How to Digitalize Your Textbooks

by Adam Vella on February 16, 2010

(originally posted on WebCrush.com — legal disclaimer: generally speaking, in the US, the copyright holder possesses the sole right to reproduce his or her copyrighted material.  By reproducing digital portions of your textbook, you may be committing a violation of The Copyright Act.)

Why Digitize Your Textbook?

Several people have asked me how I have my school textbooks in PDF format, so I thought it would be an appropriate topic to post up here. Usually the first question I get is WHY would you want your book in PDF format?
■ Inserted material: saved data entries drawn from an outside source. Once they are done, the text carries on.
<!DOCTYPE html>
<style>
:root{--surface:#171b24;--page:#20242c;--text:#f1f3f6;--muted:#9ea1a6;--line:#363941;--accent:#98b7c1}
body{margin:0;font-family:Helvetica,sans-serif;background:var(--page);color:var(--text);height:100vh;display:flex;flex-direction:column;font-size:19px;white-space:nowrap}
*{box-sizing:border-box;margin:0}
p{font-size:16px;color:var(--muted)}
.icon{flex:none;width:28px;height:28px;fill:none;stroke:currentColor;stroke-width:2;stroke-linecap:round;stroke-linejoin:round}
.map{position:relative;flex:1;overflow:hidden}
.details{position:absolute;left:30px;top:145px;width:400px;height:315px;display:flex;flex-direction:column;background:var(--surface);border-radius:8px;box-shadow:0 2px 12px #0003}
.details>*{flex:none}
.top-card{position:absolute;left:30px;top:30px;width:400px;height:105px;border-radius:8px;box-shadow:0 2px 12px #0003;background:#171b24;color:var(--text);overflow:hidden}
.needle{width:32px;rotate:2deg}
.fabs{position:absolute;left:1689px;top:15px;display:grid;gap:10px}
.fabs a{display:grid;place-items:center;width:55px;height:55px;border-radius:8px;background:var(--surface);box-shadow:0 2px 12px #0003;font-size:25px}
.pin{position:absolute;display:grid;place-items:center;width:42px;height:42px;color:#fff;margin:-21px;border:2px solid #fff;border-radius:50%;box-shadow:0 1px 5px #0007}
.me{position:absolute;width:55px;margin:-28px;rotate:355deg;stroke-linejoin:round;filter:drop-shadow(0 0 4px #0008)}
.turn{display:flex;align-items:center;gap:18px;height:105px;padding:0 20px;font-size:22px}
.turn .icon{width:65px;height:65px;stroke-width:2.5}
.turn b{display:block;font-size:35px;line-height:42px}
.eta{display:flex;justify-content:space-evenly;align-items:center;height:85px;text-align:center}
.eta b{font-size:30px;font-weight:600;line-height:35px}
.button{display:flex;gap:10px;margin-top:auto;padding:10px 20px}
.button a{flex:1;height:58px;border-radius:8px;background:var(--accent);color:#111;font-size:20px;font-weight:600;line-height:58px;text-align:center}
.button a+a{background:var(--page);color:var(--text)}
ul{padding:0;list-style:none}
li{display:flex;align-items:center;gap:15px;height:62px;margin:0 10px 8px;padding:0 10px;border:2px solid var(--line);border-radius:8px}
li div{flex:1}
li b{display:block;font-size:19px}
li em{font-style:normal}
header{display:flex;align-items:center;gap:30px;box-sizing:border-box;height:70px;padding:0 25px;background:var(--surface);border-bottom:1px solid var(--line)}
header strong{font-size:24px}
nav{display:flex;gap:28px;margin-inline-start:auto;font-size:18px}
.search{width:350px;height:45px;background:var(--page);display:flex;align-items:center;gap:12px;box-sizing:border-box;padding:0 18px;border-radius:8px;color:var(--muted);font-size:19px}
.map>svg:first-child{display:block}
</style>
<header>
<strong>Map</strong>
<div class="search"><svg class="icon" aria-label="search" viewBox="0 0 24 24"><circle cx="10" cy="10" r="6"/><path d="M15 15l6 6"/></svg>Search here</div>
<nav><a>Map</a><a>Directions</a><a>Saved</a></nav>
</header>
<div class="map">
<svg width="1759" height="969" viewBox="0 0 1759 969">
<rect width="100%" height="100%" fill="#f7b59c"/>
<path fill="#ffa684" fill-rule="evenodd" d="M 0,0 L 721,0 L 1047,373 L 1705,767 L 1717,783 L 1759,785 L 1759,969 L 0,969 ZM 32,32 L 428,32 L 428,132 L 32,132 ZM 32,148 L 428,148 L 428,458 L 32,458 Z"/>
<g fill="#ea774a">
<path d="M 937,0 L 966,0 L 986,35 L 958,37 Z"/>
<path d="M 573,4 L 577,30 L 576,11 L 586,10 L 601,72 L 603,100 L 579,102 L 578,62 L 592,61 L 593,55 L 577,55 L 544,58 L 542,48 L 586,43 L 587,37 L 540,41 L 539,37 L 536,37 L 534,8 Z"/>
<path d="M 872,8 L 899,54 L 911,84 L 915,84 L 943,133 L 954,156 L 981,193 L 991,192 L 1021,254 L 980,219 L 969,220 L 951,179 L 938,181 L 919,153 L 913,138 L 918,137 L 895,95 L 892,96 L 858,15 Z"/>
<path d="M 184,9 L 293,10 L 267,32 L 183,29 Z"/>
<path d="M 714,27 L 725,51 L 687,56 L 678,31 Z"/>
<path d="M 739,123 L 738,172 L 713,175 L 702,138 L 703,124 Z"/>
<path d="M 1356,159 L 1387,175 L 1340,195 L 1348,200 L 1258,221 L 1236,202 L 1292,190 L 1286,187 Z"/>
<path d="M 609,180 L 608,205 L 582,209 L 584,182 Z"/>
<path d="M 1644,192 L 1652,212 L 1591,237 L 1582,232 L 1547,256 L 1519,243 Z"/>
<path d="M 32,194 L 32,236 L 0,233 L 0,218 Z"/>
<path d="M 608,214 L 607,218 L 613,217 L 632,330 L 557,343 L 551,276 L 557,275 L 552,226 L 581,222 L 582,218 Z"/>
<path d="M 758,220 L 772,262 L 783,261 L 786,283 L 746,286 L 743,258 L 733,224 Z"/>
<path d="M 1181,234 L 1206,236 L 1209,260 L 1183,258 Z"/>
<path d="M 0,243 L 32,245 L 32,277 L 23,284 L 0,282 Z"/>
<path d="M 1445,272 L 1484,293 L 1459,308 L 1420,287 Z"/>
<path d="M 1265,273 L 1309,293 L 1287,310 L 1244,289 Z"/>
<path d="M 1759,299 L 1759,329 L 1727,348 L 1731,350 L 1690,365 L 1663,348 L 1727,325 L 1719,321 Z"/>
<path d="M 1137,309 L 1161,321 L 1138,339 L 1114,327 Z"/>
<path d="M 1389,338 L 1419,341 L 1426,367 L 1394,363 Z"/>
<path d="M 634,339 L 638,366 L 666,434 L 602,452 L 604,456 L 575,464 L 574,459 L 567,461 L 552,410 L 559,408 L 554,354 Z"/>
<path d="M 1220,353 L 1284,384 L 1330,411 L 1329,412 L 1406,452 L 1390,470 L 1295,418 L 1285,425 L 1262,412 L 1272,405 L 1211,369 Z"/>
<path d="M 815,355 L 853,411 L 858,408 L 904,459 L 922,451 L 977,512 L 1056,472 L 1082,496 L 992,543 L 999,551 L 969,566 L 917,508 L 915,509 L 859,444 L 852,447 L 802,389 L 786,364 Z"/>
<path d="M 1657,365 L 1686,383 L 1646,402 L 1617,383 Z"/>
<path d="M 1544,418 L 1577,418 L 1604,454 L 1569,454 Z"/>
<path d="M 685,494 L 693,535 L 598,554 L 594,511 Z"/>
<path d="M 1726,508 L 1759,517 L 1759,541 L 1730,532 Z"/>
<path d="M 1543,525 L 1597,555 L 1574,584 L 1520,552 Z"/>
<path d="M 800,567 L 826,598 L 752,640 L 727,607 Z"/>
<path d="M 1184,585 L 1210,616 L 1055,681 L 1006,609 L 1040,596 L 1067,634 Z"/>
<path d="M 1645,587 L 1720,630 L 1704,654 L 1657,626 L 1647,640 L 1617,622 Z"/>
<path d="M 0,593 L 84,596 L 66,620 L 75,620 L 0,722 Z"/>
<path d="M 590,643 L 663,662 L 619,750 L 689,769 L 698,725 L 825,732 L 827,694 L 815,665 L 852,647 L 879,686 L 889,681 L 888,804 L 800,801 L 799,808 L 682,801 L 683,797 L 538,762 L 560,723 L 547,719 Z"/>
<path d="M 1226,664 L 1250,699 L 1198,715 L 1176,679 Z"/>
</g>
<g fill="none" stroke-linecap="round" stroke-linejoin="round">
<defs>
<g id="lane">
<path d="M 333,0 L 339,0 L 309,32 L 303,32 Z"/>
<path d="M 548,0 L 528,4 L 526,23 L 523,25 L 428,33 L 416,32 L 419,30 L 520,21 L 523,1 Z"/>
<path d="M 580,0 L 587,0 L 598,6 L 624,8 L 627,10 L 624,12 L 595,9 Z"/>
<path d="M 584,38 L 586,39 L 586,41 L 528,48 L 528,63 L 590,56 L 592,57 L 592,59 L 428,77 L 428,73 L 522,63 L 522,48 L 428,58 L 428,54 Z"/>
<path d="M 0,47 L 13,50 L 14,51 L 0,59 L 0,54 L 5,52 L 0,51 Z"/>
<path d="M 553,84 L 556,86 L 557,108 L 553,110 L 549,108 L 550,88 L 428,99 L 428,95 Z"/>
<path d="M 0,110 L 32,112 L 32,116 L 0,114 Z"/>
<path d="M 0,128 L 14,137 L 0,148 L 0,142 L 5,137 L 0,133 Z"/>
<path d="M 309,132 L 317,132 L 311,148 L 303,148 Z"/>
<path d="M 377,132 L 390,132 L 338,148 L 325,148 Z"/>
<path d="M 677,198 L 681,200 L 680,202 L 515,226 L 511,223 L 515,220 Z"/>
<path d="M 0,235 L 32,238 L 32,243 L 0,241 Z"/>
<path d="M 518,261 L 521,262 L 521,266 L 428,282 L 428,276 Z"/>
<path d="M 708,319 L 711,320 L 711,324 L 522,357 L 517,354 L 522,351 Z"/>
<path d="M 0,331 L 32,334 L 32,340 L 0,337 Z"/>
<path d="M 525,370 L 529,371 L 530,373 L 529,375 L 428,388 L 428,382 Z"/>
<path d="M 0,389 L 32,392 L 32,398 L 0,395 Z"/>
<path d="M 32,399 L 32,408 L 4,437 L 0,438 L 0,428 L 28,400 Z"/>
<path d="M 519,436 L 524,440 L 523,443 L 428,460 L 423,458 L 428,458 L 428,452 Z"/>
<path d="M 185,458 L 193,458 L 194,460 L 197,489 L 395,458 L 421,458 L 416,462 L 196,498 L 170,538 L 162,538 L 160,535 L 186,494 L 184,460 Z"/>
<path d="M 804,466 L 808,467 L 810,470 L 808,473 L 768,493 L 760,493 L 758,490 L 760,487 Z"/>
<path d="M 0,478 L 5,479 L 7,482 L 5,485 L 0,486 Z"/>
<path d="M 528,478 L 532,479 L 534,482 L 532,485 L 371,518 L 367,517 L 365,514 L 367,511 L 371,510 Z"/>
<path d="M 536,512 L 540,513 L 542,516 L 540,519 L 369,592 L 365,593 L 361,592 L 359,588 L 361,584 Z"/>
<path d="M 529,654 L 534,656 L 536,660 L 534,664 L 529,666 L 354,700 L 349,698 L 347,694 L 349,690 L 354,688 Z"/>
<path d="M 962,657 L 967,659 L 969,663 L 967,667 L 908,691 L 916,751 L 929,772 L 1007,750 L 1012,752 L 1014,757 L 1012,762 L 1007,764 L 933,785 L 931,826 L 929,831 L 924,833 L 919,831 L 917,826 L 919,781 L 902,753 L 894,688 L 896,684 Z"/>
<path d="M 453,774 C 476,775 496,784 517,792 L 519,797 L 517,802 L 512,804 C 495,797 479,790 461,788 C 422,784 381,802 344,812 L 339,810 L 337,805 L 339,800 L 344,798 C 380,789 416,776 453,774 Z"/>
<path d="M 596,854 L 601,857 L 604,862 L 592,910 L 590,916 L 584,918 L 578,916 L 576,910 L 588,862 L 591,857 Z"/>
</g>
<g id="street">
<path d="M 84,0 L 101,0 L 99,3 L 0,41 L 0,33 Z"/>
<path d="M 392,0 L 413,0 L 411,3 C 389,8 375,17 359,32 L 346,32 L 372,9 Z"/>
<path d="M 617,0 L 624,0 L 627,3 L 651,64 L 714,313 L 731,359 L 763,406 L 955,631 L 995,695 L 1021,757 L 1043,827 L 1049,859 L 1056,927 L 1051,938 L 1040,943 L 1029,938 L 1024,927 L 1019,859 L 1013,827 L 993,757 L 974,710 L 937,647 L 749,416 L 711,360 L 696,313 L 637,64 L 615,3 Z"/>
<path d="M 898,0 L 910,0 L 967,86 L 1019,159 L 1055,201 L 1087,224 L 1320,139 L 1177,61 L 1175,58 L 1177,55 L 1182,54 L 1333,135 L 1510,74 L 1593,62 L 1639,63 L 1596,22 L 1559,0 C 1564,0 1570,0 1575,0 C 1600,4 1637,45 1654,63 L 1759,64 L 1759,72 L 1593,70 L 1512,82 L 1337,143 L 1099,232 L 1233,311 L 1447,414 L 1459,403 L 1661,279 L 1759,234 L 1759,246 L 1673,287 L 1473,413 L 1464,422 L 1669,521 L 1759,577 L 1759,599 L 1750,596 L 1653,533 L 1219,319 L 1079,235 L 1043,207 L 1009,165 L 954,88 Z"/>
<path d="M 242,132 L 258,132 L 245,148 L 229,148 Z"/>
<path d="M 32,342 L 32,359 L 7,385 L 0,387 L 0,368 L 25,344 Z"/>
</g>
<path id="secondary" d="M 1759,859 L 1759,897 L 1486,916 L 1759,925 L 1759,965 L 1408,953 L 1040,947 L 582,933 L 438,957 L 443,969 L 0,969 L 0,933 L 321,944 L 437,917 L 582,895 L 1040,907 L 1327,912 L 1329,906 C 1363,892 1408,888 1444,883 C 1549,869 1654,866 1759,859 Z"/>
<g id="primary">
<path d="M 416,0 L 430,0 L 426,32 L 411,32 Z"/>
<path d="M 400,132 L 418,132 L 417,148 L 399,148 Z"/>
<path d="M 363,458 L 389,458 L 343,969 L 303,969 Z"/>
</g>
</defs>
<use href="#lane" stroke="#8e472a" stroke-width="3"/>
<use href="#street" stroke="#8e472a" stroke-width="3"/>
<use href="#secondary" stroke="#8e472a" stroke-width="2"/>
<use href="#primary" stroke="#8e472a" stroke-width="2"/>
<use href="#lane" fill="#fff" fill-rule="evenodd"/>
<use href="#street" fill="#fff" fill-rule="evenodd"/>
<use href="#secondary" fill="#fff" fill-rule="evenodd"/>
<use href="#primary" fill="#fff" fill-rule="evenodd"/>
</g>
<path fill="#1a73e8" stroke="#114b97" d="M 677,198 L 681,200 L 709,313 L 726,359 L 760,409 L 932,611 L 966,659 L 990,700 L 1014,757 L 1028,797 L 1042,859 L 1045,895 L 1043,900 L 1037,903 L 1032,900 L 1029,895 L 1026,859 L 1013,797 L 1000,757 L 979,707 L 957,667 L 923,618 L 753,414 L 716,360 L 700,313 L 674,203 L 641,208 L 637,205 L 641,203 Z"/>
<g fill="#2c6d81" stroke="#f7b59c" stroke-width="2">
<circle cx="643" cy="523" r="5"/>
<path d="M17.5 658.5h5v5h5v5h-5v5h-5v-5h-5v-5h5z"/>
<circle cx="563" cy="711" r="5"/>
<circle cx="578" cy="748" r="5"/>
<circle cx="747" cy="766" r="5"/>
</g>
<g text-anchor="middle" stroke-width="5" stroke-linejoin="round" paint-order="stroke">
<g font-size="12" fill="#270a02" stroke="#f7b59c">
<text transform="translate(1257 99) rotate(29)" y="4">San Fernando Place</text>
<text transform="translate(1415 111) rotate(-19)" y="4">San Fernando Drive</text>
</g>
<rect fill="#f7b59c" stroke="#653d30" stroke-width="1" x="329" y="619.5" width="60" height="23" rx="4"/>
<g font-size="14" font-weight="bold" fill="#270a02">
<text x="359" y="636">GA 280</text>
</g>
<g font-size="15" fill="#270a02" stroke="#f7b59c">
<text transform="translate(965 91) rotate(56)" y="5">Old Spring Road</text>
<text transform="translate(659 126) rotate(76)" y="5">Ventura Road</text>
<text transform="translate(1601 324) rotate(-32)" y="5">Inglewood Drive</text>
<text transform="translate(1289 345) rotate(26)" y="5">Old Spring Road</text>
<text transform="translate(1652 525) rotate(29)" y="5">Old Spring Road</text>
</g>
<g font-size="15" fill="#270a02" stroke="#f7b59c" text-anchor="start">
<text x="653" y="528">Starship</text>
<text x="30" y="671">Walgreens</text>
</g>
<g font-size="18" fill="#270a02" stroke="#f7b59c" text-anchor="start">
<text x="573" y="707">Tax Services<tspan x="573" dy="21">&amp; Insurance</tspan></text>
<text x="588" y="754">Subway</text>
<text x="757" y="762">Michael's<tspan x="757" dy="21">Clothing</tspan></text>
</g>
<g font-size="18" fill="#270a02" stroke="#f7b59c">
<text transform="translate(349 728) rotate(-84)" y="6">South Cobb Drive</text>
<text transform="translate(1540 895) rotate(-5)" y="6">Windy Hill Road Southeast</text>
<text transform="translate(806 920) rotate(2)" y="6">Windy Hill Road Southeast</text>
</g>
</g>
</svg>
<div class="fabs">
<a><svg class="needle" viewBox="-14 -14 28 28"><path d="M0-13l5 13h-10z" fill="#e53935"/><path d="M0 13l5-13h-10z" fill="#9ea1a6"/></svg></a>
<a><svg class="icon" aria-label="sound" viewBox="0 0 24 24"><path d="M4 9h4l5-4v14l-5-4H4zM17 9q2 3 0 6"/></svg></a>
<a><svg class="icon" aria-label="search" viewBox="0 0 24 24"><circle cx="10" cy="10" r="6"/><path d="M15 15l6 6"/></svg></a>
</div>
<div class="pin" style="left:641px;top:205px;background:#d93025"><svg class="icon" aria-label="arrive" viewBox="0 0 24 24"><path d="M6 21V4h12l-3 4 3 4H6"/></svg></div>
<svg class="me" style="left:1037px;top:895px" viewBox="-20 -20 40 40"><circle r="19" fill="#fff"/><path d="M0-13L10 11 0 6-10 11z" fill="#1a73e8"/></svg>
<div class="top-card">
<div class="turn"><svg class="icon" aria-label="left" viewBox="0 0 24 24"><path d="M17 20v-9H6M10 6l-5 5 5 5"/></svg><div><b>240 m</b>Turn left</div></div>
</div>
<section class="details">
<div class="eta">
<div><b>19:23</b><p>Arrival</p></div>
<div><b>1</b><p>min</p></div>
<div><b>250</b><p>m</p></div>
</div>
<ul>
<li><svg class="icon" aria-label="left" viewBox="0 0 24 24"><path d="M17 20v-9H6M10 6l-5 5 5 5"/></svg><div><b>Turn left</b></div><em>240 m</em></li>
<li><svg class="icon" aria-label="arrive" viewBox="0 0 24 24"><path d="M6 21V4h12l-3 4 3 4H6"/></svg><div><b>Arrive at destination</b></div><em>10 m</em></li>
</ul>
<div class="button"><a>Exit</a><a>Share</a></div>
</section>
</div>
I can think of several reasons why I prefer it:

  1. View or read material directly from your computer or mobile device
  2. It is very easy to search for a specific term or phrase
  3. You can bring to class just a printed chapter or subsection rather than an entire book
  4. If you ruin a page with writing, highlighting, etc–you can just print it out again

If any of the above interests you, then having creating PDFs from your textbook may be a good idea.

How Do I Do It?

Since virtually no legal publisher provides their books in digital format, we’re on our own to convert them. There are several ways to do this, some quicker, some cheaper–but I’ll cover them all.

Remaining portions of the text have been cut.